(Saved data entries)
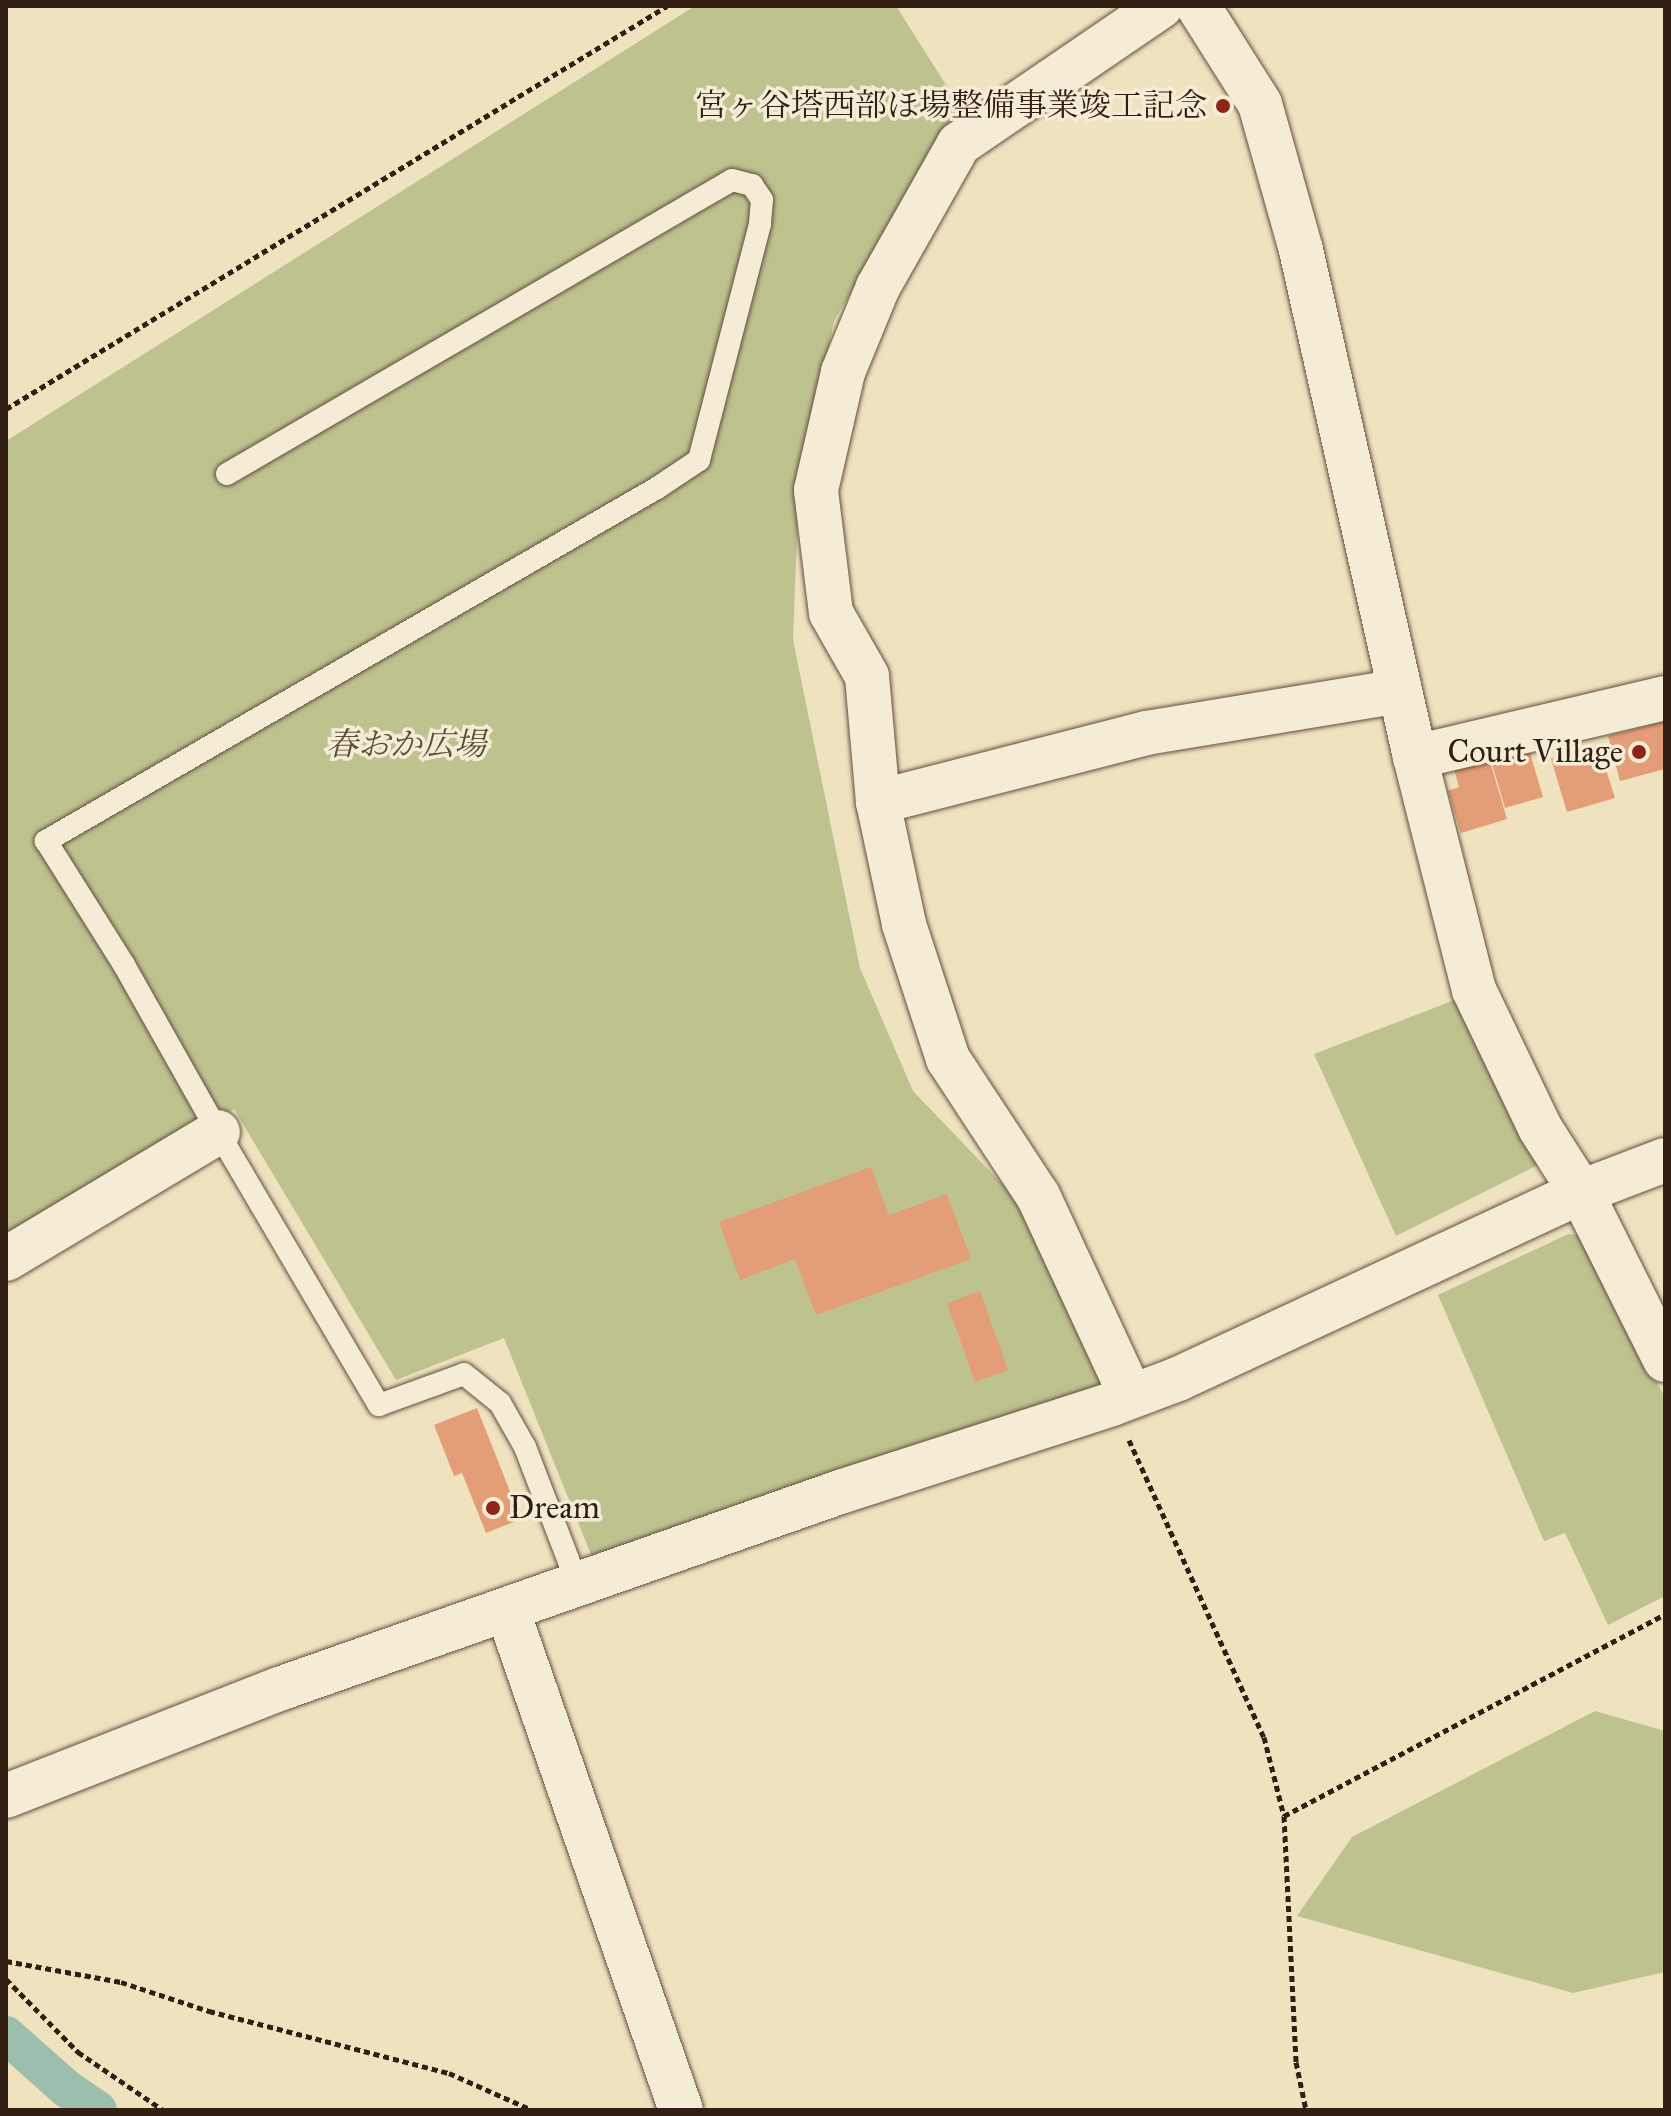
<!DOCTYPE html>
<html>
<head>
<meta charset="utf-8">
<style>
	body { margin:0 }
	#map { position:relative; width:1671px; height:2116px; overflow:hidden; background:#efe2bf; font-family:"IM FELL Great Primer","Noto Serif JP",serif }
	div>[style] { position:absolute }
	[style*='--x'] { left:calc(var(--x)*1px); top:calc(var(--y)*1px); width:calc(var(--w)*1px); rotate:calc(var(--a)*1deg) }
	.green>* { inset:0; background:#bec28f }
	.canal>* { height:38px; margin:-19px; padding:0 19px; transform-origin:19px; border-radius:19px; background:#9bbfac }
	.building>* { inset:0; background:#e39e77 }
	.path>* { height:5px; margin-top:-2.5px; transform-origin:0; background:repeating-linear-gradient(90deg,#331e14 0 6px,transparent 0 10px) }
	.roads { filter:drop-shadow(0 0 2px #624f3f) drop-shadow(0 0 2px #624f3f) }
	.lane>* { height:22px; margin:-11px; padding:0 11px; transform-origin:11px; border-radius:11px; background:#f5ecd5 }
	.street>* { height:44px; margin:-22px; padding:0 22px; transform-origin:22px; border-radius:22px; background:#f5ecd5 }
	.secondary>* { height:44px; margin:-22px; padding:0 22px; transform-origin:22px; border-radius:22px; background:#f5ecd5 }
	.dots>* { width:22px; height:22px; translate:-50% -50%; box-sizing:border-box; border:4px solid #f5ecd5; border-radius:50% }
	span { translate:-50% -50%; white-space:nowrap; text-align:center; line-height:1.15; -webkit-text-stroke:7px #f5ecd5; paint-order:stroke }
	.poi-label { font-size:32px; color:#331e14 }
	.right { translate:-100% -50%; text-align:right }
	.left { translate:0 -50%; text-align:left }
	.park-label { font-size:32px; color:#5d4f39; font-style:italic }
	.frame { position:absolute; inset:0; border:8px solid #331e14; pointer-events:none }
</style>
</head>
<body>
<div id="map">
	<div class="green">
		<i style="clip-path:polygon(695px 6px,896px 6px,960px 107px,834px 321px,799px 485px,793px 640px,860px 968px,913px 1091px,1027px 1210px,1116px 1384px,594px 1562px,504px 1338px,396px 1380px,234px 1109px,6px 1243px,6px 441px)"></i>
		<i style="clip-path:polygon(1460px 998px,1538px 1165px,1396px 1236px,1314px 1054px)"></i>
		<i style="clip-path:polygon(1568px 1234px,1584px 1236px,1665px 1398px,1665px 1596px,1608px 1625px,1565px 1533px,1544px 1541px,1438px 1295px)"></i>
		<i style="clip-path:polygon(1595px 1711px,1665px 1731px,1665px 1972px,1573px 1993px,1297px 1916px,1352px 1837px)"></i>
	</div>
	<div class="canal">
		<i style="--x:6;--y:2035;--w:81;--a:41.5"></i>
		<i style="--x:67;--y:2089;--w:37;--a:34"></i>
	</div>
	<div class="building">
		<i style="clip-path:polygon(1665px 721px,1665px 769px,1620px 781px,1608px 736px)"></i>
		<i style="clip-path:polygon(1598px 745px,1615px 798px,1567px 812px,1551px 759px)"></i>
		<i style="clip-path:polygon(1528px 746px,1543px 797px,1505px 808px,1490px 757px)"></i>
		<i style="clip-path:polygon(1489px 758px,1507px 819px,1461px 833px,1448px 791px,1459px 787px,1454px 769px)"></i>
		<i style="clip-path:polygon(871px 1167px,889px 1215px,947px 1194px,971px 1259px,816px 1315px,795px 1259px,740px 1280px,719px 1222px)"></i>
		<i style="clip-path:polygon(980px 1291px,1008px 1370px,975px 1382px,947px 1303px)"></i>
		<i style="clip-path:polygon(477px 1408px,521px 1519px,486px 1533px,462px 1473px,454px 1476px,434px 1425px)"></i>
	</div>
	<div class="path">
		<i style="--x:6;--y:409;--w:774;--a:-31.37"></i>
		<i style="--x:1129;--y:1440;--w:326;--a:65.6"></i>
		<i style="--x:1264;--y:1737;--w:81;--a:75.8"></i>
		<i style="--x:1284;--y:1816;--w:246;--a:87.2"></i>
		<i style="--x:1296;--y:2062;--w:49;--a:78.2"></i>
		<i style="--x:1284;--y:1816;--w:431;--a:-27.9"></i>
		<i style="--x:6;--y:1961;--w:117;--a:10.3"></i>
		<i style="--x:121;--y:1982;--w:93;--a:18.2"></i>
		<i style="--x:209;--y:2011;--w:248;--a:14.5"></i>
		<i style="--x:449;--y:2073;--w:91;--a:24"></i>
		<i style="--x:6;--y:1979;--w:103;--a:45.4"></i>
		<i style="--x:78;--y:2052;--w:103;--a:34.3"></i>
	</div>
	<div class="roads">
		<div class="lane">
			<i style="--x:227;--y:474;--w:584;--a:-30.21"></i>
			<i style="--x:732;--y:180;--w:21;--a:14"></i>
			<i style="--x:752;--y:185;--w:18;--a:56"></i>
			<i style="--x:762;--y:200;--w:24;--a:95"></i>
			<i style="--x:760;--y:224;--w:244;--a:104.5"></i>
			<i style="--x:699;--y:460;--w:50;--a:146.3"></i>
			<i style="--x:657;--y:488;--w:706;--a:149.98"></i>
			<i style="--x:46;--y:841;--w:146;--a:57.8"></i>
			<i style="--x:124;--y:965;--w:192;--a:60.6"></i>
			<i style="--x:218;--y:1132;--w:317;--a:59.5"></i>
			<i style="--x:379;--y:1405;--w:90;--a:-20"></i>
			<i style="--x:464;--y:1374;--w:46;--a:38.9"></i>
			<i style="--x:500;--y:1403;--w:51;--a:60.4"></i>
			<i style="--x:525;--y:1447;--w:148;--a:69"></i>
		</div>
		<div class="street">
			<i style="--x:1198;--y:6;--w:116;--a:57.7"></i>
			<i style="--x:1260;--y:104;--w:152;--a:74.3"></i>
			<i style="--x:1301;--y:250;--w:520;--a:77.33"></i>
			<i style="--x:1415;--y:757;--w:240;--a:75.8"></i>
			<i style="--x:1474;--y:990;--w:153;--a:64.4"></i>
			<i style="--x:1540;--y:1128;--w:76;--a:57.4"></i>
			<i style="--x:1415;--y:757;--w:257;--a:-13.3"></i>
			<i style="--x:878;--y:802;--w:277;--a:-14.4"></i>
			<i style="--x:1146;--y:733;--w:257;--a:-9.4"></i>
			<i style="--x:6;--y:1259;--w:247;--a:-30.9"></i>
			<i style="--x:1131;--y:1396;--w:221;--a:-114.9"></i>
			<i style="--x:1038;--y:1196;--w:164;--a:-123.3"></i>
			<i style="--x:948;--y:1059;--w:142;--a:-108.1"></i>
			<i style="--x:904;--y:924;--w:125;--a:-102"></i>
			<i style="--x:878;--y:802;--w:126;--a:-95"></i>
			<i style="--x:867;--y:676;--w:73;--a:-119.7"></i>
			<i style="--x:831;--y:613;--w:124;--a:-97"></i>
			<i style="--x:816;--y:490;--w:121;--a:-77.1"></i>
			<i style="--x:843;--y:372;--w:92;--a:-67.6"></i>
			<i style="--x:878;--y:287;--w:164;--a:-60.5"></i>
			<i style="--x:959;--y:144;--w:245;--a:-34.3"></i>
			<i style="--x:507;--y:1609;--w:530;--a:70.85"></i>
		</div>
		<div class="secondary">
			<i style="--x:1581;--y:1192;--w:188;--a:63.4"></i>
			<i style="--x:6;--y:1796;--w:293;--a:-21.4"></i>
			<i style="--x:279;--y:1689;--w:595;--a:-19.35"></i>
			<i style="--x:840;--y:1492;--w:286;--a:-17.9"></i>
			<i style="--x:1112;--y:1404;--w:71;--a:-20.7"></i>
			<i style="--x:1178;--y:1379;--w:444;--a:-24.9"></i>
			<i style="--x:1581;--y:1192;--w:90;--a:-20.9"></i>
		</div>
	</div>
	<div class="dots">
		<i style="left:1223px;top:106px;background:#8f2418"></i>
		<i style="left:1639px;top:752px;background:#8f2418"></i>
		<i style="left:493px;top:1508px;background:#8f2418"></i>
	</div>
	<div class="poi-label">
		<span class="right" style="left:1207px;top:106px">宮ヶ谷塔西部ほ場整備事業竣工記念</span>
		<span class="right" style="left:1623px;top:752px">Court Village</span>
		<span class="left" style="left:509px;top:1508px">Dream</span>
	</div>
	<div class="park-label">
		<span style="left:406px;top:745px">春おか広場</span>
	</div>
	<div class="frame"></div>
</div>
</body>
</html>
--
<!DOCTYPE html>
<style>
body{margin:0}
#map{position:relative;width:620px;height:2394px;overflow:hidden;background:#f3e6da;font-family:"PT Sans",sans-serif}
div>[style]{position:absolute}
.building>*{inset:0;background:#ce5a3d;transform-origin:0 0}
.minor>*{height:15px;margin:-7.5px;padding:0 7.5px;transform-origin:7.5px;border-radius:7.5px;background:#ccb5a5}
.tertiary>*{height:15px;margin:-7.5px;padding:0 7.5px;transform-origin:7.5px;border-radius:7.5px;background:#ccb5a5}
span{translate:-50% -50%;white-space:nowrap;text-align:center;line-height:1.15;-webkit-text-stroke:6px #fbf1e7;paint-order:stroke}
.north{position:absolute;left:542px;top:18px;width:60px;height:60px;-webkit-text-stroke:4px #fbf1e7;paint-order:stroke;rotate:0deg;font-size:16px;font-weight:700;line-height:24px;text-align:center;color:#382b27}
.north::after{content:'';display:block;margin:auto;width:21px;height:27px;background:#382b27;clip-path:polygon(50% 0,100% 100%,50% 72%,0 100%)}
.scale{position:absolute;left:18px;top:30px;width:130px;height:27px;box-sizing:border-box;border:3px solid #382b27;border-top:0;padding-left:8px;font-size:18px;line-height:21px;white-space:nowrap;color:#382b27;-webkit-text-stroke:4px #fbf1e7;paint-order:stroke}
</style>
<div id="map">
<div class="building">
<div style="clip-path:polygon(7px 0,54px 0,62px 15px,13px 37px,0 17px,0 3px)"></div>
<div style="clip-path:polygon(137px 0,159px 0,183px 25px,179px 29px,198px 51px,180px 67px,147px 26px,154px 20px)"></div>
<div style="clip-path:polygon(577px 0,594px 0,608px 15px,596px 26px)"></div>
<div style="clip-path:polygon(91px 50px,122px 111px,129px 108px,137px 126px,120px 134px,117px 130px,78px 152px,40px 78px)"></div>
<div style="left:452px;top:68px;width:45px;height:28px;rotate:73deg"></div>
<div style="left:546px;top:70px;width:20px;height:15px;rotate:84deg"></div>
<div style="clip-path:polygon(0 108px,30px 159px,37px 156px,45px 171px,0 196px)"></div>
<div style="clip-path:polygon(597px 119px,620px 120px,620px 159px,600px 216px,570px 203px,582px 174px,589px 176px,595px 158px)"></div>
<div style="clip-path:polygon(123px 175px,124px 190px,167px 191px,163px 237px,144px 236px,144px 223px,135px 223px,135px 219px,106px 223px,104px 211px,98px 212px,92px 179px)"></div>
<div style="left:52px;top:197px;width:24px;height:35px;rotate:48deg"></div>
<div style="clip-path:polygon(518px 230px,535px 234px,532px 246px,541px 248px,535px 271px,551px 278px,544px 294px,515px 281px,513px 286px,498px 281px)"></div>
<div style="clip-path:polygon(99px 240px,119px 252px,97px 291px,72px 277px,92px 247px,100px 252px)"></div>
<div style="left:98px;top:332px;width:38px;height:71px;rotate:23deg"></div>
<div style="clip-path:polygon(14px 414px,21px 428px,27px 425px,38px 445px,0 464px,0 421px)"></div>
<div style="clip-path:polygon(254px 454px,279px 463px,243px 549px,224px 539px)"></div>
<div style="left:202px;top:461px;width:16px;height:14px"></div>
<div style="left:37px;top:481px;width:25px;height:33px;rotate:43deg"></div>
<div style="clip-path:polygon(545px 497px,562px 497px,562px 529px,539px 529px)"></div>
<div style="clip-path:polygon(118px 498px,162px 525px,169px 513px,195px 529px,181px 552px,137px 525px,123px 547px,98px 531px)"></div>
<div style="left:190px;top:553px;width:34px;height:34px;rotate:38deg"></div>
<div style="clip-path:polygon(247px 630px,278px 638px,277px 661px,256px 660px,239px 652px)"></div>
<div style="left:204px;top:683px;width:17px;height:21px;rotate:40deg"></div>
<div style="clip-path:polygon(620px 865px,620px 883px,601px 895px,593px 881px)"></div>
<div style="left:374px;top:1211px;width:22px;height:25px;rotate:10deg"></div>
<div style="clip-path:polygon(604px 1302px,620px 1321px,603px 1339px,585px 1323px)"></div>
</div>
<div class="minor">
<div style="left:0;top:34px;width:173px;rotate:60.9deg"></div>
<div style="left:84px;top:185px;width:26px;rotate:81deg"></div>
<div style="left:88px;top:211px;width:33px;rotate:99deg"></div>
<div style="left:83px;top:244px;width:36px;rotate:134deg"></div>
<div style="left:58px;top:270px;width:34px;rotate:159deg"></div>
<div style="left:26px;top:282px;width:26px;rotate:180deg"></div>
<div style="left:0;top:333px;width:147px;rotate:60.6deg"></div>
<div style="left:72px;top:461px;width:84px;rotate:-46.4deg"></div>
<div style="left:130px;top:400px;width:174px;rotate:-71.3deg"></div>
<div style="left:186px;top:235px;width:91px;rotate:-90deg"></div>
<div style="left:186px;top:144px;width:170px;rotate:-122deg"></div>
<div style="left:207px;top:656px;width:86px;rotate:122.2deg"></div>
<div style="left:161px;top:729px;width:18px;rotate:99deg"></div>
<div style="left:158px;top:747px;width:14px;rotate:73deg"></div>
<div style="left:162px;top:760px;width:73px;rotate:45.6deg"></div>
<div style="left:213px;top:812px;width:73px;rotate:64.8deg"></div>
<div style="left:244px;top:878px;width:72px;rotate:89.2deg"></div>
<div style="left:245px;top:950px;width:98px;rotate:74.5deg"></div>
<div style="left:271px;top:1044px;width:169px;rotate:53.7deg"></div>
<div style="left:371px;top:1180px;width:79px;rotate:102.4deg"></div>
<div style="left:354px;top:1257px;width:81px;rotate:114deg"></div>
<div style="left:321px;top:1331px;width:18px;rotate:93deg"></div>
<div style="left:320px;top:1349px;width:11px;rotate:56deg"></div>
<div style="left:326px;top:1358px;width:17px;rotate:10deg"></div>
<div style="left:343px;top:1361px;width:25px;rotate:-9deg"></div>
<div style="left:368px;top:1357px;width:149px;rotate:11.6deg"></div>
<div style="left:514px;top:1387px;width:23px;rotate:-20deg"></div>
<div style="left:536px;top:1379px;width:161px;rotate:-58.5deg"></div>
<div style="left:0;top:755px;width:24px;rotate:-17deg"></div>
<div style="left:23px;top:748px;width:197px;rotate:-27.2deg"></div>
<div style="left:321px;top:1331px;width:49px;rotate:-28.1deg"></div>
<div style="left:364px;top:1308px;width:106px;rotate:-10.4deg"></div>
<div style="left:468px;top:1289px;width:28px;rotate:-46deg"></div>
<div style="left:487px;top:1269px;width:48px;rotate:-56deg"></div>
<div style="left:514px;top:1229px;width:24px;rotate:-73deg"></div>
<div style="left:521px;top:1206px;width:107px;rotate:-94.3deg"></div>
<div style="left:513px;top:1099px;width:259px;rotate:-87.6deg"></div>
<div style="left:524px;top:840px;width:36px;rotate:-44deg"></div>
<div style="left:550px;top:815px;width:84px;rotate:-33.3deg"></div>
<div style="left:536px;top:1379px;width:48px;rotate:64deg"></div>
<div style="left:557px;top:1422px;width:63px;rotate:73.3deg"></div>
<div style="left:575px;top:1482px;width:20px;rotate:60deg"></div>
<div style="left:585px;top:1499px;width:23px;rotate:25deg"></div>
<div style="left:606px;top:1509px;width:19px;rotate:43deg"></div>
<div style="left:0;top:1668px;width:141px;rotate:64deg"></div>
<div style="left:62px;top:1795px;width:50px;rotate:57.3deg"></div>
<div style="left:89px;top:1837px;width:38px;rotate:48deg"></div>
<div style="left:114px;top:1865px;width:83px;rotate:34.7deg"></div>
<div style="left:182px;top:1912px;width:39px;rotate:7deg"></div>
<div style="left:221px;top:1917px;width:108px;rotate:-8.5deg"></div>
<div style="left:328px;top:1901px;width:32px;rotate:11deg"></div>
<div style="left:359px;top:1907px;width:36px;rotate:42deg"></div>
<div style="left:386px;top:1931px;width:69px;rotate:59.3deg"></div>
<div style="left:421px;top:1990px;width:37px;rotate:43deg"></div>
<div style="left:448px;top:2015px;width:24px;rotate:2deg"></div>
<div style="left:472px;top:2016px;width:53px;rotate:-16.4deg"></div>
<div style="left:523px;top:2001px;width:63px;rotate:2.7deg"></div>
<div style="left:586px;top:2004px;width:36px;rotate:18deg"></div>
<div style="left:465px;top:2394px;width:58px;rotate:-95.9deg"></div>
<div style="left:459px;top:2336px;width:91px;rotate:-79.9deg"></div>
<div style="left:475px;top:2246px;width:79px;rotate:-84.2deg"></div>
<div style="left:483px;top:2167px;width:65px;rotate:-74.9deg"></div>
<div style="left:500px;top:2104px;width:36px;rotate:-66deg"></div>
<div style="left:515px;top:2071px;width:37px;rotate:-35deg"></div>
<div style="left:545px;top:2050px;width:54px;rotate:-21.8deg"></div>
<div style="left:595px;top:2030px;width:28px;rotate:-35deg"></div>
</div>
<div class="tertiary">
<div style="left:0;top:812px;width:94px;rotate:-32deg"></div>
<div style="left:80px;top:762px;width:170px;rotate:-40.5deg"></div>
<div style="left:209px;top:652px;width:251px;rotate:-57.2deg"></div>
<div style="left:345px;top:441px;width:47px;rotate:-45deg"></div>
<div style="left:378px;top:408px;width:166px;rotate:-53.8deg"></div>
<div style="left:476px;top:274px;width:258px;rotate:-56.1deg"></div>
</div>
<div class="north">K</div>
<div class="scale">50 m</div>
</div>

Aim of the exercise - Your answer should be one number, the count of lines above that hold "lane".

Answer to the exercise - 2